(Dataset begins)

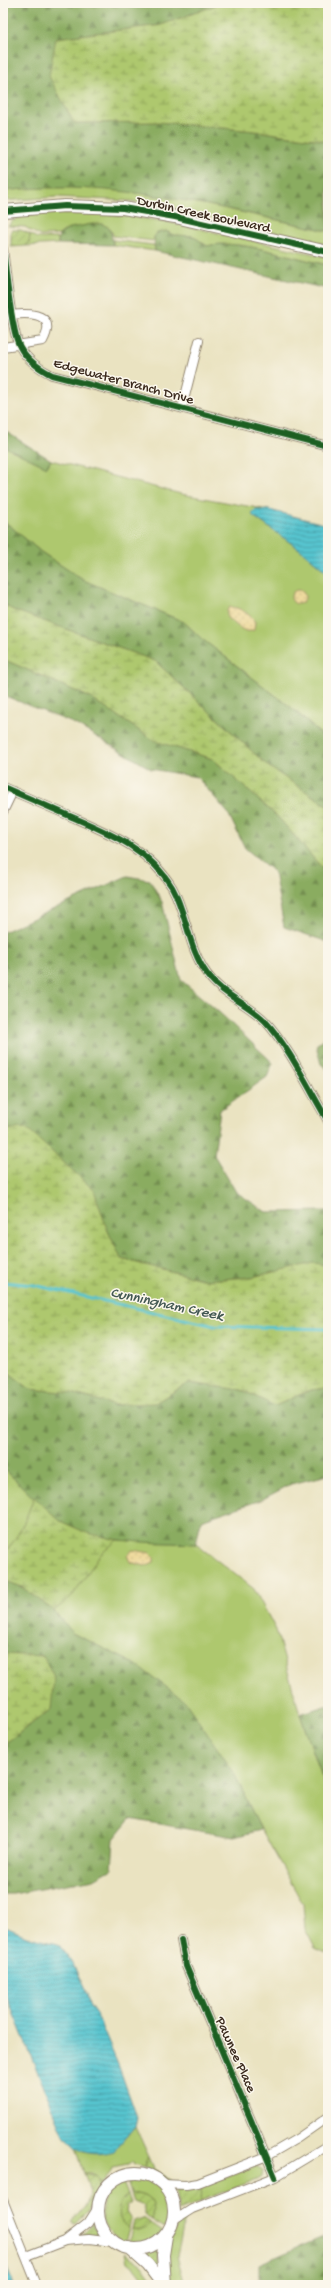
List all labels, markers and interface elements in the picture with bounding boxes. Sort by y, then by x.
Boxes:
street label: Durbin Creek Boulevard [134,193,274,238]
street label: Edgewater Branch Drive [51,355,196,410]
water label: Cunningham Creek [109,1284,226,1326]
street label: Pawnee Place [210,2013,259,2096]

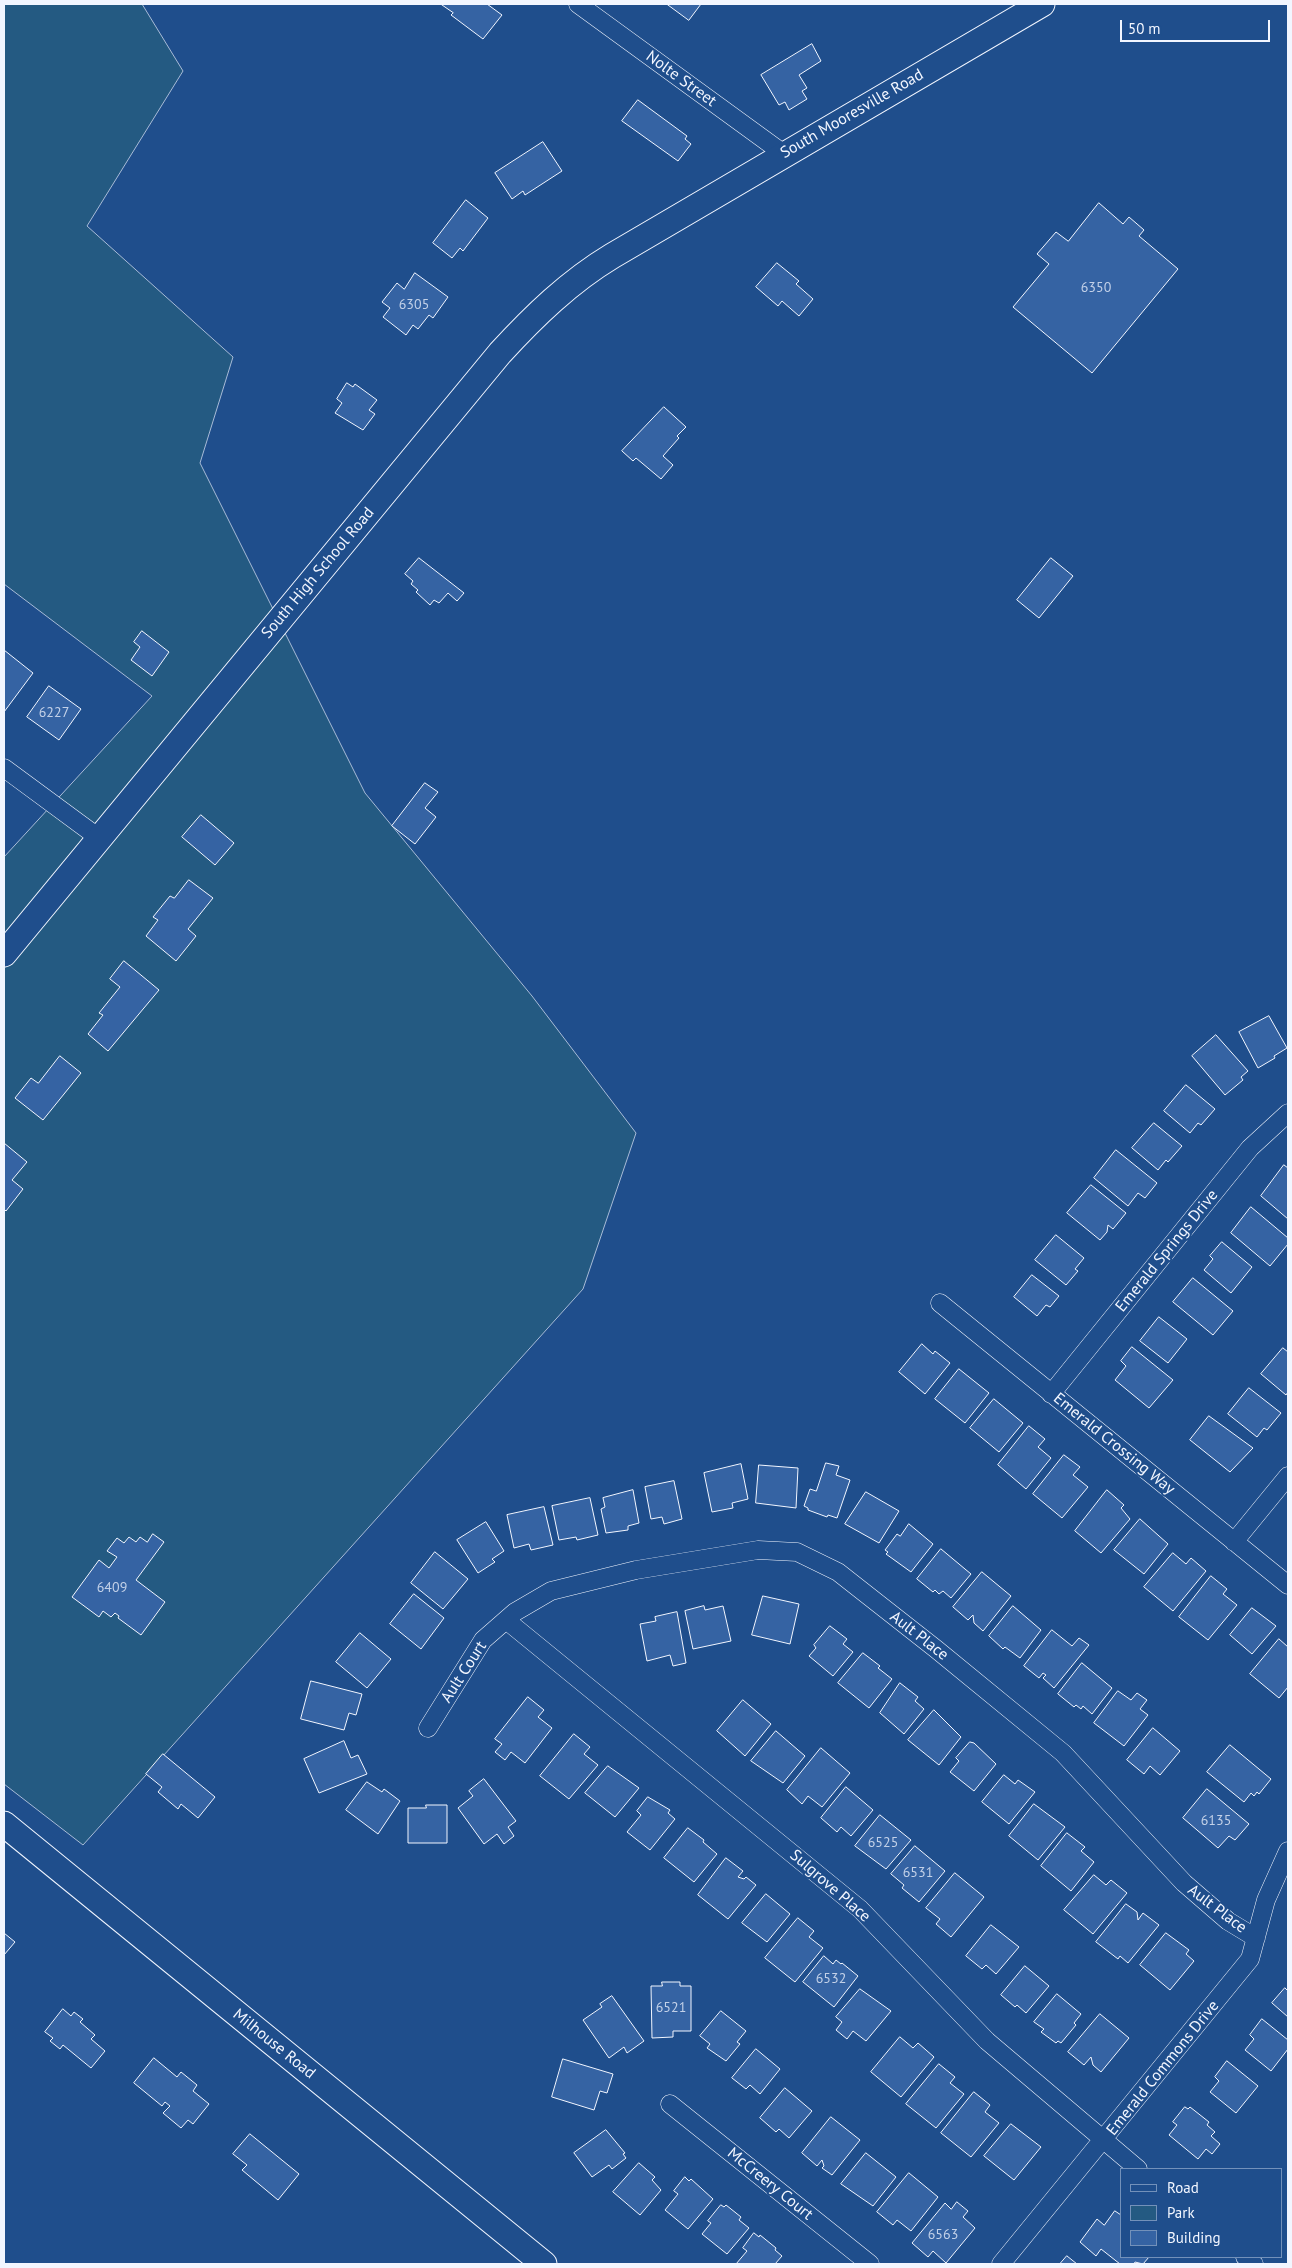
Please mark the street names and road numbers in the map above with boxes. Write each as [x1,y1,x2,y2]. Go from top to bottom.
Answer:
street label: Nolte Street [642,47,720,111]
street label: South Mooresville Road [777,65,927,163]
street label: South High School Road [258,504,378,642]
street label: Emerald Springs Drive [1112,1186,1222,1316]
street label: Emerald Crossing Way [1049,1389,1179,1499]
street label: Ault Place [886,1607,952,1665]
street label: Ault Court [437,1638,491,1706]
street label: Sulgrove Place [786,1846,874,1926]
street label: Ault Place [1184,1881,1250,1937]
street label: Emerald Commons Drive [1103,1997,1223,2139]
street label: Milhouse Road [229,2005,319,2083]
street label: McCreery Court [723,2144,817,2224]

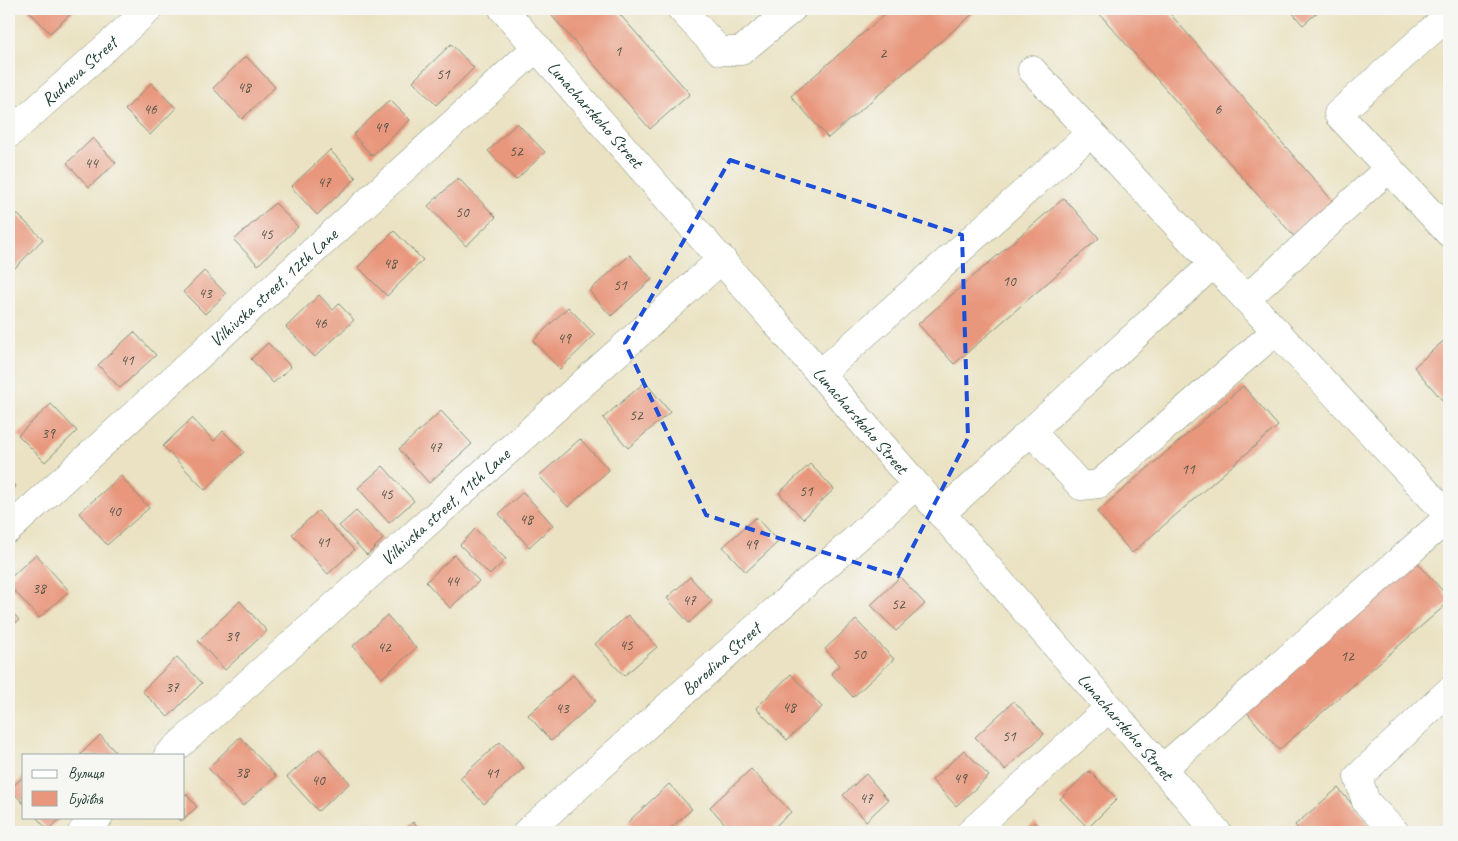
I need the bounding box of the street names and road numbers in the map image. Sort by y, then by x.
street label: Rudneva Street [37,30,124,111]
street label: Lunacharskoho Street [543,57,649,174]
street label: Vilhivska street, 12th Lane [205,223,343,352]
street label: Lunacharskoho Street [808,362,914,480]
street label: Vilhivska street, 11th Lane [376,443,515,570]
street label: Borodina Street [677,616,767,700]
street label: Lunacharskoho Street [1073,669,1179,786]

(Dataset ends)

Exact repeat, pictures omitted: give every line from the top of the records down to and including the line with "Please mark the".

**Exercise output**
List all labels, markers and interface elements in the picture with bounding boxes. Sort by y, then by x.
Boxes:
street label: Durbin Creek Boulevard [134,193,274,238]
street label: Edgewater Branch Drive [51,355,196,410]
water label: Cunningham Creek [109,1284,226,1326]
street label: Pawnee Place [210,2013,259,2096]

Please mark the street names and road numbers in the map above with boxes. Write each as [x1,y1,x2,y2]. Go from top to bottom.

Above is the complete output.